- Your goal: Word for word and without images, transcribe all of the records.

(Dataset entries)
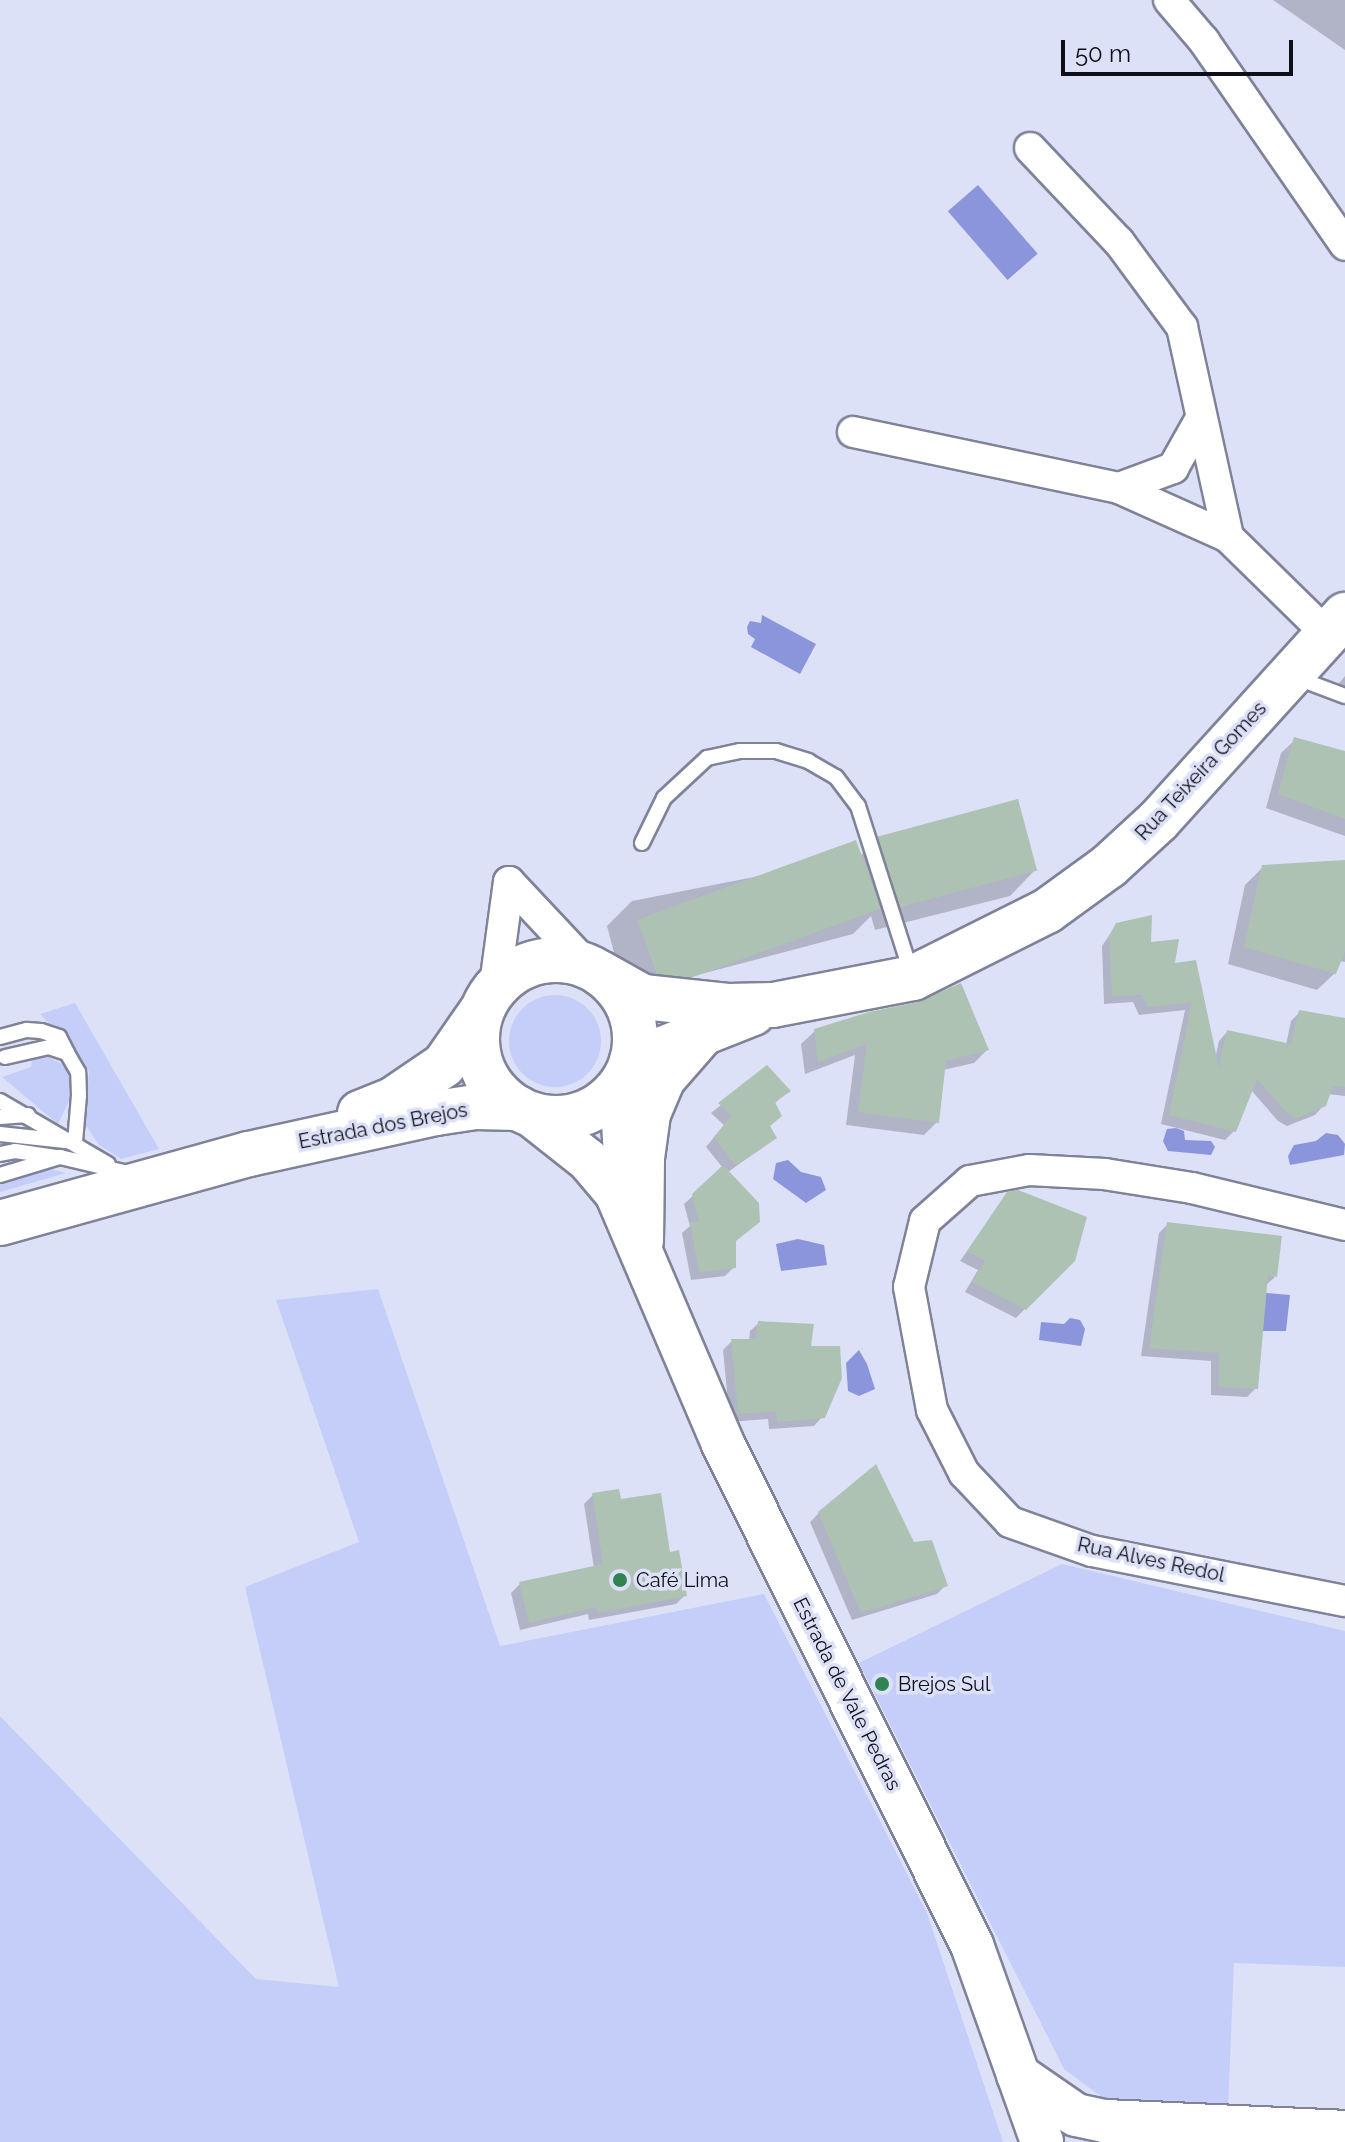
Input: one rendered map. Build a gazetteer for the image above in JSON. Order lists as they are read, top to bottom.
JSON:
{
  "streets": {
    "main road": ["Rua Teixeira Gomes", "Estrada dos Brejos", "Estrada de Vale Pedras"],
    "street": ["Rua Alves Redol"]
  },
  "crossings": [
    ["Rua Teixeira Gomes", "Estrada dos Brejos"],
    ["Rua Teixeira Gomes", "Estrada de Vale Pedras"],
    ["Estrada dos Brejos", "Estrada de Vale Pedras"]
  ],
  "places": ["Café Lima", "Brejos Sul"],
  "scale_bar": "50 m"
}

- Solution to this problem:
Input: one rendered map. Build a gazetteer for the image above in JSON. Order lists as they are read, top to bottom.
JSON:
{
  "streets": {
    "main road": ["Rua Teixeira Gomes", "Estrada dos Brejos", "Estrada de Vale Pedras"],
    "street": ["Rua Alves Redol"]
  },
  "crossings": [
    ["Rua Teixeira Gomes", "Estrada dos Brejos"],
    ["Rua Teixeira Gomes", "Estrada de Vale Pedras"],
    ["Estrada dos Brejos", "Estrada de Vale Pedras"]
  ],
  "places": ["Café Lima", "Brejos Sul"],
  "scale_bar": "50 m"
}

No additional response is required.